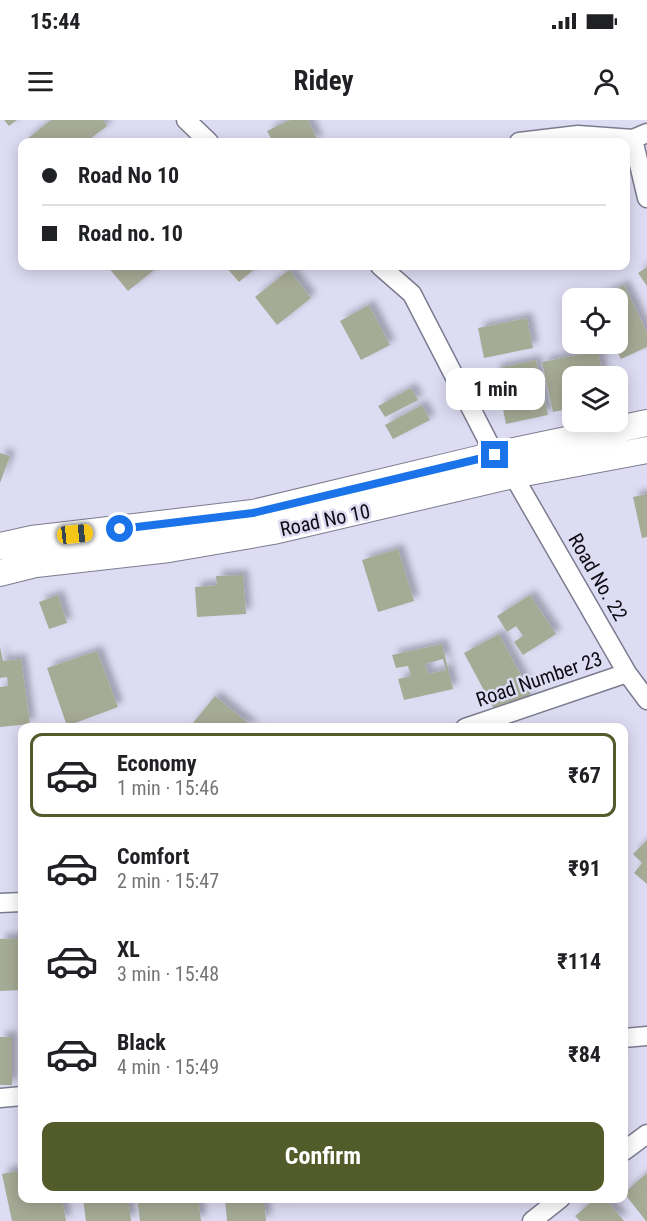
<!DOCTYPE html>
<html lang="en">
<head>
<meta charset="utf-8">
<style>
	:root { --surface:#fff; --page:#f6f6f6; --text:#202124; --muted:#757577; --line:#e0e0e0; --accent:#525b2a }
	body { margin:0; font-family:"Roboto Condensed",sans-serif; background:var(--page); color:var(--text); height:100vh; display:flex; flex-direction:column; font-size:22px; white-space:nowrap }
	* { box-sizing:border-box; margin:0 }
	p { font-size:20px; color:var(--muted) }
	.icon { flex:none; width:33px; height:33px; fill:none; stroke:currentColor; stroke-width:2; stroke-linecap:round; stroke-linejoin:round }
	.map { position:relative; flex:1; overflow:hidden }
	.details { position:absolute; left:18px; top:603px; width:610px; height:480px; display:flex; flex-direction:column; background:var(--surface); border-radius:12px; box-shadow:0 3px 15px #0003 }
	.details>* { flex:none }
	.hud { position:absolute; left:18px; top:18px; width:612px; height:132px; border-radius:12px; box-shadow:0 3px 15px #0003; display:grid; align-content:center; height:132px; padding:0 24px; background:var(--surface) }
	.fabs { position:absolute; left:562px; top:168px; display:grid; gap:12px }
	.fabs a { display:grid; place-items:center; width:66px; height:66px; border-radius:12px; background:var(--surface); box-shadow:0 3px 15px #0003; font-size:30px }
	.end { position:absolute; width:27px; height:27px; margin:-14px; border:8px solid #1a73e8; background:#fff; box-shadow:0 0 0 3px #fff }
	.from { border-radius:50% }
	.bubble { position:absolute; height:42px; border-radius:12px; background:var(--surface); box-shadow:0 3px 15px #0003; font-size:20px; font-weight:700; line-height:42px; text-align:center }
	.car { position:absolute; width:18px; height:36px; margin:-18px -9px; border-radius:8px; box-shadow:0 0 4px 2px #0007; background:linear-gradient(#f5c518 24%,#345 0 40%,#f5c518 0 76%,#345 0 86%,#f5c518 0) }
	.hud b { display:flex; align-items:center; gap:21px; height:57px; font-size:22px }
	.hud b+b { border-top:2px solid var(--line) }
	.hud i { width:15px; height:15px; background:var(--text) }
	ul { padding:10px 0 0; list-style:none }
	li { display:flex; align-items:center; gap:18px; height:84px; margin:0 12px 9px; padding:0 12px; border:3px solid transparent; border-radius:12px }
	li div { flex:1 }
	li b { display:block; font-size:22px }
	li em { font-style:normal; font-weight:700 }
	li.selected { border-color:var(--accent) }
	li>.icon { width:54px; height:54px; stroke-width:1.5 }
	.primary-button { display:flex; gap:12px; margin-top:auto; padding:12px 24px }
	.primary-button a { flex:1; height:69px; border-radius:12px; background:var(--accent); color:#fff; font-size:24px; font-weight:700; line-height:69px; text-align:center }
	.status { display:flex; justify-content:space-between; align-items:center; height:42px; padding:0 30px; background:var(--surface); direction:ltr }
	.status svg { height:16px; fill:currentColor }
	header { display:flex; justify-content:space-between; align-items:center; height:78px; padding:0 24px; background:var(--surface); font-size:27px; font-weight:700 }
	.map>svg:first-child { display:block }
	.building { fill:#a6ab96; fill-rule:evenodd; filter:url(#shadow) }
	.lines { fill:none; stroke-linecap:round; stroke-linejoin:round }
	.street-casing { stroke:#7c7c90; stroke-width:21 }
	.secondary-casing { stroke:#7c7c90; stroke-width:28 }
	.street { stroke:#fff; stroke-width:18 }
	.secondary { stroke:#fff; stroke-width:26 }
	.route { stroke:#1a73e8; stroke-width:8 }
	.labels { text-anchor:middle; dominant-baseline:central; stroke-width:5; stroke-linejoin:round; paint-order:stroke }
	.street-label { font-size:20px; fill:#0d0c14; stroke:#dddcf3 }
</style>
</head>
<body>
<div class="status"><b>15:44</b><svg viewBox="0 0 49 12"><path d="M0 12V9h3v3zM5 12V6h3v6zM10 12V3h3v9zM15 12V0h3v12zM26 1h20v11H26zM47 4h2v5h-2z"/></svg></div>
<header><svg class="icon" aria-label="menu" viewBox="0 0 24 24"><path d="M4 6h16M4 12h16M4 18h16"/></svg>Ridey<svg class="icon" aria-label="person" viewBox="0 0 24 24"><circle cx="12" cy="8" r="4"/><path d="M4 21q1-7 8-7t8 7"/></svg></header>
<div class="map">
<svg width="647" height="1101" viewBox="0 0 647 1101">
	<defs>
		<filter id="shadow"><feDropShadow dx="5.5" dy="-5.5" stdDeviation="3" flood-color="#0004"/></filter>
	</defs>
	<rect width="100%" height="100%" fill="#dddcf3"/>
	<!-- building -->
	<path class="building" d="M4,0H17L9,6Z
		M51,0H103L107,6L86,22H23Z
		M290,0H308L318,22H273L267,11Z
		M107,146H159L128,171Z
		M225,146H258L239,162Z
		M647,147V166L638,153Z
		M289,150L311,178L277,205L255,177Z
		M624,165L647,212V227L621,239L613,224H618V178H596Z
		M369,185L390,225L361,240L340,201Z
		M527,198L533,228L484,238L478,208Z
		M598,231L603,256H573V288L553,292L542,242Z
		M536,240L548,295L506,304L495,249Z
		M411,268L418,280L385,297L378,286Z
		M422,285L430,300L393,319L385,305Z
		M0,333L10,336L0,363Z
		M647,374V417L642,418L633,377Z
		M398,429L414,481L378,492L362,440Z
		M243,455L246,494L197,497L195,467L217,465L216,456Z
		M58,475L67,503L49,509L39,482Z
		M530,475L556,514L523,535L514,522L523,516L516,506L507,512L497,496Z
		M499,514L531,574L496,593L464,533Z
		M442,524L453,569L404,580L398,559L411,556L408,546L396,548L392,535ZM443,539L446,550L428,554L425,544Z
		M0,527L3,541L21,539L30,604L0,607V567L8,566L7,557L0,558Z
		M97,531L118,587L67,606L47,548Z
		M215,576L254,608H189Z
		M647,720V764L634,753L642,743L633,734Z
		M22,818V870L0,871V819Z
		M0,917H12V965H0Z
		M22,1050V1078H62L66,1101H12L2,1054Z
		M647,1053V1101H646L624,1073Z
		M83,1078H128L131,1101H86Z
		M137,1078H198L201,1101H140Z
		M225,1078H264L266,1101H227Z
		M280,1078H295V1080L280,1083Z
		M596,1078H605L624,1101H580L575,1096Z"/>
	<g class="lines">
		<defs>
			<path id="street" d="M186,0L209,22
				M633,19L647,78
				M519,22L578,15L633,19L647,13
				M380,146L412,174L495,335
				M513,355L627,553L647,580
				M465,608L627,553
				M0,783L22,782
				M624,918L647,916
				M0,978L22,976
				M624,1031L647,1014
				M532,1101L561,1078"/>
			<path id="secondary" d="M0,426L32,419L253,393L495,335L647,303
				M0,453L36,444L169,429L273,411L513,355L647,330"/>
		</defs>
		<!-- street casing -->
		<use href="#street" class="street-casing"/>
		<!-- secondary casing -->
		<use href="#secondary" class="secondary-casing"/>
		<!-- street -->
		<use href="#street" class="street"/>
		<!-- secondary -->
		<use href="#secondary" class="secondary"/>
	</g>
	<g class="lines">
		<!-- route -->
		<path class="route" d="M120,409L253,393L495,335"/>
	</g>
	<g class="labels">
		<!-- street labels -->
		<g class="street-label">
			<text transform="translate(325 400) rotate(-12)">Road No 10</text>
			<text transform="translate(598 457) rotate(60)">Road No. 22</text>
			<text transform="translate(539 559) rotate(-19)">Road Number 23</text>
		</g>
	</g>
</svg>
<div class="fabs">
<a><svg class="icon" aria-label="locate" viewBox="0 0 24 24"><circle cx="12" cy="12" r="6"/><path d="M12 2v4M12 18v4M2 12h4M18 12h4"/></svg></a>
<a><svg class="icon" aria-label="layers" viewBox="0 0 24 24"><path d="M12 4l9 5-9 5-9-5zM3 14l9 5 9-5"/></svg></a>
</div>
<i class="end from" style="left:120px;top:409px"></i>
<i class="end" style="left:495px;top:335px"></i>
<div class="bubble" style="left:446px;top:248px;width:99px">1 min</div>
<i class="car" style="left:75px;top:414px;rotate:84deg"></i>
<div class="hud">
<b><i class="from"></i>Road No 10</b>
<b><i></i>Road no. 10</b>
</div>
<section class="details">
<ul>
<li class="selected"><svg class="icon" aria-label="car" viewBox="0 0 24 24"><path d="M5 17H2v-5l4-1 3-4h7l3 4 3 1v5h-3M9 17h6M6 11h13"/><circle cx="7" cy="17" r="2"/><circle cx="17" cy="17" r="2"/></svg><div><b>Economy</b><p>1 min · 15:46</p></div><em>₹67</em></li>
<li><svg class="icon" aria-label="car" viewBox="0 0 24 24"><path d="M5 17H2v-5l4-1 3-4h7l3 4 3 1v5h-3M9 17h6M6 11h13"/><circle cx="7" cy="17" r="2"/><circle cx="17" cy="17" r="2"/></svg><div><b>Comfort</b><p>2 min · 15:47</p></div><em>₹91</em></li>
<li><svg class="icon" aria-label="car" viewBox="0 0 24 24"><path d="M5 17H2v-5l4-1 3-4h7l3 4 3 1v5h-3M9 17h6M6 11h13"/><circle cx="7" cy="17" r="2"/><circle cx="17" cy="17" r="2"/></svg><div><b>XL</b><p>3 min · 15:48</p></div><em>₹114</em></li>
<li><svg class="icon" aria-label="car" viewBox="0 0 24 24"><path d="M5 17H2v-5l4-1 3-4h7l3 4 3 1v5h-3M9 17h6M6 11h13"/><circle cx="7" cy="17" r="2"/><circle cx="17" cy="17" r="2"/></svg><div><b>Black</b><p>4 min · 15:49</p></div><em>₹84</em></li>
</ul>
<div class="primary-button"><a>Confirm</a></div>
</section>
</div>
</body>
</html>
────────────────
→ **What the task requires**: Take the line above containing "flex:1; height:69px; border-radius:12px;", the line containing "M289,150L311,178L277,205L255,177Z", and all lines in between, and copy them exactly without anything else.

→ **Reply to the exercise**:
	.primary-button a { flex:1; height:69px; border-radius:12px; background:var(--accent); color:#fff; font-size:24px; font-weight:700; line-height:69px; text-align:center }
	.status { display:flex; justify-content:space-between; align-items:center; height:42px; padding:0 30px; background:var(--surface); direction:ltr }
	.status svg { height:16px; fill:currentColor }
	header { display:flex; justify-content:space-between; align-items:center; height:78px; padding:0 24px; background:var(--surface); font-size:27px; font-weight:700 }
	.map>svg:first-child { display:block }
	.building { fill:#a6ab96; fill-rule:evenodd; filter:url(#shadow) }
	.lines { fill:none; stroke-linecap:round; stroke-linejoin:round }
	.street-casing { stroke:#7c7c90; stroke-width:21 }
	.secondary-casing { stroke:#7c7c90; stroke-width:28 }
	.street { stroke:#fff; stroke-width:18 }
	.secondary { stroke:#fff; stroke-width:26 }
	.route { stroke:#1a73e8; stroke-width:8 }
	.labels { text-anchor:middle; dominant-baseline:central; stroke-width:5; stroke-linejoin:round; paint-order:stroke }
	.street-label { font-size:20px; fill:#0d0c14; stroke:#dddcf3 }
</style>
</head>
<body>
<div class="status"><b>15:44</b><svg viewBox="0 0 49 12"><path d="M0 12V9h3v3zM5 12V6h3v6zM10 12V3h3v9zM15 12V0h3v12zM26 1h20v11H26zM47 4h2v5h-2z"/></svg></div>
<header><svg class="icon" aria-label="menu" viewBox="0 0 24 24"><path d="M4 6h16M4 12h16M4 18h16"/></svg>Ridey<svg class="icon" aria-label="person" viewBox="0 0 24 24"><circle cx="12" cy="8" r="4"/><path d="M4 21q1-7 8-7t8 7"/></svg></header>
<div class="map">
<svg width="647" height="1101" viewBox="0 0 647 1101">
	<defs>
		<filter id="shadow"><feDropShadow dx="5.5" dy="-5.5" stdDeviation="3" flood-color="#0004"/></filter>
	</defs>
	<rect width="100%" height="100%" fill="#dddcf3"/>
	<!-- building -->
	<path class="building" d="M4,0H17L9,6Z
		M51,0H103L107,6L86,22H23Z
		M290,0H308L318,22H273L267,11Z
		M107,146H159L128,171Z
		M225,146H258L239,162Z
		M647,147V166L638,153Z
		M289,150L311,178L277,205L255,177Z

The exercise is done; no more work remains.